Besides, every tool has its own process of installation and ongoing management. You can pick the one depending on whether you want the one with a hands-on solution, or involves expert hands.
Rudimentary anti-fraud tools – these tools perform a single specific function. They are integrated into eCommerce platforms and online shopping carts.
They use machine learning algorithms to detect fraudulent transactions through IP geolocation, conduct device fingerprinting, validate email addresses, and verify addresses.
Mid-level anti-fraud tools – these offer a wider variety of functions like chargeback guarantees, protections against new account fraud, auto declining of high-risk orders, and account takeover protection.

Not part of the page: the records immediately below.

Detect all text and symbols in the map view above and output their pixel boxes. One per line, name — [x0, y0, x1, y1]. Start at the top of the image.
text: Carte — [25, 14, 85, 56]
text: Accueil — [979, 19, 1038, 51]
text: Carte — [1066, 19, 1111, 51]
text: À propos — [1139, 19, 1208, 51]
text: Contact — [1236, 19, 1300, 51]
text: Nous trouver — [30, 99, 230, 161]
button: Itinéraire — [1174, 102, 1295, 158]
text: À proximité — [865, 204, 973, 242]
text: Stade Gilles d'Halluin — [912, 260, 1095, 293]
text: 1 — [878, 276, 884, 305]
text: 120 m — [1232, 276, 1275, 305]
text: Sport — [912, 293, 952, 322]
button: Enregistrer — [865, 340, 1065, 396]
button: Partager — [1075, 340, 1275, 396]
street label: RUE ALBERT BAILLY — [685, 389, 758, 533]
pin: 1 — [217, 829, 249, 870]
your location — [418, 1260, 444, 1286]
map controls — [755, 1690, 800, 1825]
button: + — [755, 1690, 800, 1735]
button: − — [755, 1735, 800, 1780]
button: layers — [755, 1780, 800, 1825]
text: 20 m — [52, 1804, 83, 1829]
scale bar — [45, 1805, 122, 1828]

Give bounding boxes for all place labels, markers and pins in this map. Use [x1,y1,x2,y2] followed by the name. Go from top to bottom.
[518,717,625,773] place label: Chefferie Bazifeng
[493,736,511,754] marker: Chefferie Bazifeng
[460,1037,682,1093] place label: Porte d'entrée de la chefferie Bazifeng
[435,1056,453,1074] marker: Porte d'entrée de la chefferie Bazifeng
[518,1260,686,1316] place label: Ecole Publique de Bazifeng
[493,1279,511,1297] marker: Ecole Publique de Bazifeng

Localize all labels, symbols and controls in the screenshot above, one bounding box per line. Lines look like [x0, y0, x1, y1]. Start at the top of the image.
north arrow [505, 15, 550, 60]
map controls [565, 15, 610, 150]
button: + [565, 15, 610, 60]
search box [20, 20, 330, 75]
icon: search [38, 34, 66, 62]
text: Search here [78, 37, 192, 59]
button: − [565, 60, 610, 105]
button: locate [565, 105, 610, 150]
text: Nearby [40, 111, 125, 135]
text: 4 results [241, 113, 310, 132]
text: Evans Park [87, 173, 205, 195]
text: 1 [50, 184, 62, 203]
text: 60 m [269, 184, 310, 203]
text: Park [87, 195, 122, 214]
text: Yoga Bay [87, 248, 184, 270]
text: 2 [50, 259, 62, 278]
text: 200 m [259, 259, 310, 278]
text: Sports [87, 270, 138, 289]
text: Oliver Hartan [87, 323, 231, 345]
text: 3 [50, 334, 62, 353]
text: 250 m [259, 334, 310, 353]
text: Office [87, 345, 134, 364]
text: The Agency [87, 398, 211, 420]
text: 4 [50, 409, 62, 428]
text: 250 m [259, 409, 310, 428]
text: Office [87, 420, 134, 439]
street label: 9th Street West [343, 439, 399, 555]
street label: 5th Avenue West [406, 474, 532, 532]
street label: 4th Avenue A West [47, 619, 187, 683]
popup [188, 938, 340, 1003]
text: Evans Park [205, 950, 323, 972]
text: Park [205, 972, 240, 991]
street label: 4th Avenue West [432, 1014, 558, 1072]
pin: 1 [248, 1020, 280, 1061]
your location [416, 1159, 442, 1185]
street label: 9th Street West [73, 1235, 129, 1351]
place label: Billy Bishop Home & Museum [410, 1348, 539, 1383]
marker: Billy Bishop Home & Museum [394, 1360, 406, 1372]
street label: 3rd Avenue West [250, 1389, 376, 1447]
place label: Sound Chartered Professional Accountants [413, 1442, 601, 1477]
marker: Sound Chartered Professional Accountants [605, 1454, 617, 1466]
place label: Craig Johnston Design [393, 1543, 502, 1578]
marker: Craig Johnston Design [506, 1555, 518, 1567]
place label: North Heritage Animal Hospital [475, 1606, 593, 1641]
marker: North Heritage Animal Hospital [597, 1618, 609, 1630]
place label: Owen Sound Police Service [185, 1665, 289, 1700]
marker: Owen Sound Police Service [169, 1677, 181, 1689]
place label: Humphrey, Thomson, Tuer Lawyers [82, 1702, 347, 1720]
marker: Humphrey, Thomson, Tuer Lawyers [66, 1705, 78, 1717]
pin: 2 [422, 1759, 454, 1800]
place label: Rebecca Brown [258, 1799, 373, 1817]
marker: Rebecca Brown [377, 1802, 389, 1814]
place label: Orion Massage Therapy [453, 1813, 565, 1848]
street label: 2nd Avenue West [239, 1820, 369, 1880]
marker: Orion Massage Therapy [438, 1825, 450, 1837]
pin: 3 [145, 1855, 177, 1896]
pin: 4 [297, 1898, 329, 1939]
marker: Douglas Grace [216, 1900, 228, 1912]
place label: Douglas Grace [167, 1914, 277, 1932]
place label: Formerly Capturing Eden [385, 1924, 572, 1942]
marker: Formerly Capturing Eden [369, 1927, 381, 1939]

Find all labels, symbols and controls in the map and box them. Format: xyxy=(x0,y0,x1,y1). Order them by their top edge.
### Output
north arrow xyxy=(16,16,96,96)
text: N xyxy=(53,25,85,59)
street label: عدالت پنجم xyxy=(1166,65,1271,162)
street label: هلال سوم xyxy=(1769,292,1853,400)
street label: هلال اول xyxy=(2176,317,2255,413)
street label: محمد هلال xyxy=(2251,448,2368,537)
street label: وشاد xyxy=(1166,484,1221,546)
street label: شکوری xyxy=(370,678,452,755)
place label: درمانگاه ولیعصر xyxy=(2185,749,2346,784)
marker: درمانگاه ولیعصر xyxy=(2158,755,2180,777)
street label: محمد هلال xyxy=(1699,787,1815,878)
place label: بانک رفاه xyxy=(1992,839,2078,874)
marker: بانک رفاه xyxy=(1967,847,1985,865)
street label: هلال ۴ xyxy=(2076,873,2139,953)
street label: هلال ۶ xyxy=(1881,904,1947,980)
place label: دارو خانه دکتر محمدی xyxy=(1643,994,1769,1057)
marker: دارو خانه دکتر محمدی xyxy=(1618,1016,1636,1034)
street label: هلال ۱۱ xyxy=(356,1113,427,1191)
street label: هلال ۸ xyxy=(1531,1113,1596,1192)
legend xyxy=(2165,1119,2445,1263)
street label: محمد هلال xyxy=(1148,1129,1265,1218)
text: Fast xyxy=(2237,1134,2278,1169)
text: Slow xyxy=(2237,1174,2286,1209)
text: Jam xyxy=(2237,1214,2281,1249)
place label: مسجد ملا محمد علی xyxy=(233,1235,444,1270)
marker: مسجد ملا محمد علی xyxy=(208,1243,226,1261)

Top-level anti-fraud tools – besides everything that the other tools offer, these tools also offer outsourced case management, loyalty fraud management, expertise working with large merchants, policy abuse protection, automatic decisions, and a manual review of suspicious transactions to make sure that no good order is declined by the software by mistake.
Ensuring A Safe & Seamless Holiday Shopping Experience
The truth is, the risk of falling victim to fraudsters is prevalent year-round. But it’s fair to say that the holidays — and this season in particular — sees increased activity from cybercriminals.
At the end of the day, these malicious parties are highly motivated by money. And as we all know, consumer spending consistently skyrockets once the calendar turns to November.
So while determined hackers will continue to attempt to scam vulnerable businesses and consumers, there are simple steps that can be taken by both cohorts to protect their online brand, reputation, their personal information, and their money.